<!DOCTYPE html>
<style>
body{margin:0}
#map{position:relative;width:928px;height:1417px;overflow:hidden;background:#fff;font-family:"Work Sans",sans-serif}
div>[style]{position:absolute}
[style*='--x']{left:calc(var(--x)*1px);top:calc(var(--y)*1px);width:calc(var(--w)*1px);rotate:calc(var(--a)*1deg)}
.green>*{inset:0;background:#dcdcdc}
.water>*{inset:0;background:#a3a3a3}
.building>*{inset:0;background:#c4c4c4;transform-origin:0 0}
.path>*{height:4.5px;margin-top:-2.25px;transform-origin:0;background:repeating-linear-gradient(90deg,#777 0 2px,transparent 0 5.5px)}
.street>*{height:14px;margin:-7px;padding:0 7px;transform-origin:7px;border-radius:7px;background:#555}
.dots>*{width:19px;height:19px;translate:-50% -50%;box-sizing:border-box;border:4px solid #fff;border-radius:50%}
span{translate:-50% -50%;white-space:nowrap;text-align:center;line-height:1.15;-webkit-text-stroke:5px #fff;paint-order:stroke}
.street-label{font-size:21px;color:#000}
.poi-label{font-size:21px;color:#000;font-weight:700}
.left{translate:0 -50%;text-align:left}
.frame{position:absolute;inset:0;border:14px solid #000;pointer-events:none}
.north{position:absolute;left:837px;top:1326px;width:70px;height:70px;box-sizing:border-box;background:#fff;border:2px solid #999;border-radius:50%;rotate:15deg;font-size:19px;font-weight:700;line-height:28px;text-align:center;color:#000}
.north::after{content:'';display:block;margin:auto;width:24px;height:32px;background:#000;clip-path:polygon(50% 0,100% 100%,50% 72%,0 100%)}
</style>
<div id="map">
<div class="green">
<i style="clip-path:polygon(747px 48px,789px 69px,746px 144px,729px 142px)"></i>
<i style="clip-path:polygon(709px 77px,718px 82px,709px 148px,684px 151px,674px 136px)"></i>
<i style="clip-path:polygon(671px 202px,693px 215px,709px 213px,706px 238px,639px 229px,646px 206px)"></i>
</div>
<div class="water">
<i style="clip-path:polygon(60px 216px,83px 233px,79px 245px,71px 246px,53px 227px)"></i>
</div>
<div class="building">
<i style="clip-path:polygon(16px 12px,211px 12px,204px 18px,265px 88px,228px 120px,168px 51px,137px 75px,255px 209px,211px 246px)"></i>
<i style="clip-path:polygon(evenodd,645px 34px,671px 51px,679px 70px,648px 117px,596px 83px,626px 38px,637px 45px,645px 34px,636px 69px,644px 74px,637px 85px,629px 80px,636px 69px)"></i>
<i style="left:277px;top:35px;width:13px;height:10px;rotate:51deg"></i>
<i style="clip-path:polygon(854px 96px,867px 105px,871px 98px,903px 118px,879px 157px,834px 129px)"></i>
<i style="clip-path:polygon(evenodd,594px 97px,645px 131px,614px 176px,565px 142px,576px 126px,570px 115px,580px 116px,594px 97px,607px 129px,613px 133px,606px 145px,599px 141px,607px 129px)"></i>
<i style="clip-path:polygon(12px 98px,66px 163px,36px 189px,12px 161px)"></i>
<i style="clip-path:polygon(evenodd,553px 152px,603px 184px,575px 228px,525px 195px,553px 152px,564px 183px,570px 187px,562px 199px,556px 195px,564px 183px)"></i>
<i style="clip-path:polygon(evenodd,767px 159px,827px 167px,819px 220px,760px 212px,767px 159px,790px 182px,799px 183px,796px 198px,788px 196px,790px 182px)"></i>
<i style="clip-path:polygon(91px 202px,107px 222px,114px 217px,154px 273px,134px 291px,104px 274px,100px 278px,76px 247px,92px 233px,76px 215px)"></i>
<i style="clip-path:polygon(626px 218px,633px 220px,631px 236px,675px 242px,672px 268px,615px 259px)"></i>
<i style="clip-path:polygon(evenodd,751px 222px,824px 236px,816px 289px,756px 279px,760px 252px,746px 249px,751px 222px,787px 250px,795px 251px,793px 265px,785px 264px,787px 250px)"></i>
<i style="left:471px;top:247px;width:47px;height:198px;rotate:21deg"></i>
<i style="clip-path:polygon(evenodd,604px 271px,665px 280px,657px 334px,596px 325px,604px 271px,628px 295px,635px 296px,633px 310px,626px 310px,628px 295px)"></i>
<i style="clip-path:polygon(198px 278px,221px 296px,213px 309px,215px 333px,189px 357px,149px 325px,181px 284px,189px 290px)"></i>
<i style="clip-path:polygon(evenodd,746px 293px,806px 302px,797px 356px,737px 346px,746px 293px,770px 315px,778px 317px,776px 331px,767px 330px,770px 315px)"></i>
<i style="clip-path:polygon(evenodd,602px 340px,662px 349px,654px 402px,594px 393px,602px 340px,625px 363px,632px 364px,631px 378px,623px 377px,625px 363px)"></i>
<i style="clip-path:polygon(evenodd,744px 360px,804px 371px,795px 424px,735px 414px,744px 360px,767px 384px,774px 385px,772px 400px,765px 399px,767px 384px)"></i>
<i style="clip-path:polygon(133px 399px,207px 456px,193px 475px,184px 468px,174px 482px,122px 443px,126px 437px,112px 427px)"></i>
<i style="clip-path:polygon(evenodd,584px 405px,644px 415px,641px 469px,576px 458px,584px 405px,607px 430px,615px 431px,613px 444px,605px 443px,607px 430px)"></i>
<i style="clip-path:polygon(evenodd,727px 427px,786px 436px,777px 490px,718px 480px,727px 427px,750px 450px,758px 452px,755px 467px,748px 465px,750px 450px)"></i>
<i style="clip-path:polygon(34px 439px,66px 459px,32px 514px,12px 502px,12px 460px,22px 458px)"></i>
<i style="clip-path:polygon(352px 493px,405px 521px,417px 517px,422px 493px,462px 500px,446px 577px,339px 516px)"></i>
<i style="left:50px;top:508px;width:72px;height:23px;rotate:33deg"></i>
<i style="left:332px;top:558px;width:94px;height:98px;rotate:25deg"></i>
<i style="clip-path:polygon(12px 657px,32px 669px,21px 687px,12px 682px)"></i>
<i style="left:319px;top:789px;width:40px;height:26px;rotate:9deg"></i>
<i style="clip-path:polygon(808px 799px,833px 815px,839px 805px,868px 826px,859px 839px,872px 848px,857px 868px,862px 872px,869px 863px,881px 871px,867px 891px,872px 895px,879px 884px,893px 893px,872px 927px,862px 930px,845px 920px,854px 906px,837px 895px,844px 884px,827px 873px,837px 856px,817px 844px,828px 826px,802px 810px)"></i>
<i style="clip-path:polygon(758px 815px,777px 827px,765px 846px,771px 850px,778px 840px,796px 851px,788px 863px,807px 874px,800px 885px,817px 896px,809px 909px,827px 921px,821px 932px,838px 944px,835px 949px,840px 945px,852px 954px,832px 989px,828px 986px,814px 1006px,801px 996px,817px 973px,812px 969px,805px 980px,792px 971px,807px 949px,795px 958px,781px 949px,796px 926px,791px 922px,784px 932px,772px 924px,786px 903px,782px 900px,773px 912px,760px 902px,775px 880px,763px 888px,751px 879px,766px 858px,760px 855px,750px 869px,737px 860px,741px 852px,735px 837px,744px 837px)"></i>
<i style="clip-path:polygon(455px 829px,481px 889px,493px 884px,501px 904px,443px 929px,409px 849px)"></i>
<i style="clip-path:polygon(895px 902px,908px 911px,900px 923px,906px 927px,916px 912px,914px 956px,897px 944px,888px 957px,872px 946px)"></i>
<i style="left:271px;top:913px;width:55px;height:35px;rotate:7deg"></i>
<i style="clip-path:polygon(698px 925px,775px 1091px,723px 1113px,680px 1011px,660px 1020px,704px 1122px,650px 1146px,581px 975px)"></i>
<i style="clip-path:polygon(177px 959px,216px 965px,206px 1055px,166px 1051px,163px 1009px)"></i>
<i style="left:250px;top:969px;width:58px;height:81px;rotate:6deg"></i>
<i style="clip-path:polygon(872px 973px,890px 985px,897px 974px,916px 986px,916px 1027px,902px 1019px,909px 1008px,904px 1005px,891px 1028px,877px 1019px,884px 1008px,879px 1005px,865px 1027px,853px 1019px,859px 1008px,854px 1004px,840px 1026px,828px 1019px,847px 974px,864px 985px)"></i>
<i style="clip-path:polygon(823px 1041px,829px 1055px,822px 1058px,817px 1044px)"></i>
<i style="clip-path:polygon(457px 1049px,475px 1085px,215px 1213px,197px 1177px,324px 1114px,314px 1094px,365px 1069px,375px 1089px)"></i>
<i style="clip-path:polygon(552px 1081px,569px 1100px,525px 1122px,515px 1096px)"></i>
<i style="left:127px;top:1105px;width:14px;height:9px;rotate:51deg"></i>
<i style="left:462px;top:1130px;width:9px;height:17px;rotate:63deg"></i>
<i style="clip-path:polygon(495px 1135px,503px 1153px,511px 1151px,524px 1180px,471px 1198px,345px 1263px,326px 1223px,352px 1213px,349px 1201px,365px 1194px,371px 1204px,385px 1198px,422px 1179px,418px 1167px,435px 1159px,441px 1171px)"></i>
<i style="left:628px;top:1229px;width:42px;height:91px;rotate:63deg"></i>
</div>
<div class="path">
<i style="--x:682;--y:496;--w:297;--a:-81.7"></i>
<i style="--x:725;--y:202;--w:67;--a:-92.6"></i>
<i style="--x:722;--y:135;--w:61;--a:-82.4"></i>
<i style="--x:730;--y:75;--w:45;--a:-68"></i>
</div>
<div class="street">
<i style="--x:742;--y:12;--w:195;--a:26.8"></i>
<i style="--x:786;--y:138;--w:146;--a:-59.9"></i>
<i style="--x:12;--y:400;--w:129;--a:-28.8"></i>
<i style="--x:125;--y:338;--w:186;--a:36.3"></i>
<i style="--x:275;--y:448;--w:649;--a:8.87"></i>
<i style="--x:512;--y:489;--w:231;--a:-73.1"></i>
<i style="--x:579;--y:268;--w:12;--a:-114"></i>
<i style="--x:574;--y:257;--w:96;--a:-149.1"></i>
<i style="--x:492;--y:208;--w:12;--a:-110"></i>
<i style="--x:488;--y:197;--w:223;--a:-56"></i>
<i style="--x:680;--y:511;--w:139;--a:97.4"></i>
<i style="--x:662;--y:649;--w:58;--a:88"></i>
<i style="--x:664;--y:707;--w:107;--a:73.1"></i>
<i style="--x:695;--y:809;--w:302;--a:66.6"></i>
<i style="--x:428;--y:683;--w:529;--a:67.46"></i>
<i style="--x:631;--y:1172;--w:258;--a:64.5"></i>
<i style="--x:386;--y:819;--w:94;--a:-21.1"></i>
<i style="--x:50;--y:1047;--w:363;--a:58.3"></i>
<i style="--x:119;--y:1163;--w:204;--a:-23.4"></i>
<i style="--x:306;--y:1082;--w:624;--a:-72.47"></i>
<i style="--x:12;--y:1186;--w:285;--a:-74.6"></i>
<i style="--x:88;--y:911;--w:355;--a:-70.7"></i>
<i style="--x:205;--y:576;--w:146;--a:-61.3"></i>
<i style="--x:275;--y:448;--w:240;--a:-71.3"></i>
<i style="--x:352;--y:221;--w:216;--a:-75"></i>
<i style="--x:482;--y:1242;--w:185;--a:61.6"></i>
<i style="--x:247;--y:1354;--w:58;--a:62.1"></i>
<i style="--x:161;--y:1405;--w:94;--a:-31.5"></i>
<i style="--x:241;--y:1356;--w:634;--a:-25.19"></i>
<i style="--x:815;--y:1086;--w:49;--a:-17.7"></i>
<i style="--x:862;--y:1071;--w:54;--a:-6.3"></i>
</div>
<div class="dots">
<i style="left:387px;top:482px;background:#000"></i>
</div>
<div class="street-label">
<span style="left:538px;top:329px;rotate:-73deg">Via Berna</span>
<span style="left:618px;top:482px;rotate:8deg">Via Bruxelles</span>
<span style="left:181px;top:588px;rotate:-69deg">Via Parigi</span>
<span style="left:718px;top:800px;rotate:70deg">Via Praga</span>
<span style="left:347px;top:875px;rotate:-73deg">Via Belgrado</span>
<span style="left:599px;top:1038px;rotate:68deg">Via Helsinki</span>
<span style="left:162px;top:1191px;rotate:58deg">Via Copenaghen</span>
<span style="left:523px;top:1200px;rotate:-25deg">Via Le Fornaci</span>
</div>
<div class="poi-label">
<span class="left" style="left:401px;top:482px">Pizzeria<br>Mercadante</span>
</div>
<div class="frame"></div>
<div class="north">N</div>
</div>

^^^^

• Activity: The first line of the records begins the span, and the line containing "0 2px,transparent 0" ends it. Reproduce that span exactly, both ends included.

• Finished exercise:
<!DOCTYPE html>
<style>
body{margin:0}
#map{position:relative;width:928px;height:1417px;overflow:hidden;background:#fff;font-family:"Work Sans",sans-serif}
div>[style]{position:absolute}
[style*='--x']{left:calc(var(--x)*1px);top:calc(var(--y)*1px);width:calc(var(--w)*1px);rotate:calc(var(--a)*1deg)}
.green>*{inset:0;background:#dcdcdc}
.water>*{inset:0;background:#a3a3a3}
.building>*{inset:0;background:#c4c4c4;transform-origin:0 0}
.path>*{height:4.5px;margin-top:-2.25px;transform-origin:0;background:repeating-linear-gradient(90deg,#777 0 2px,transparent 0 5.5px)}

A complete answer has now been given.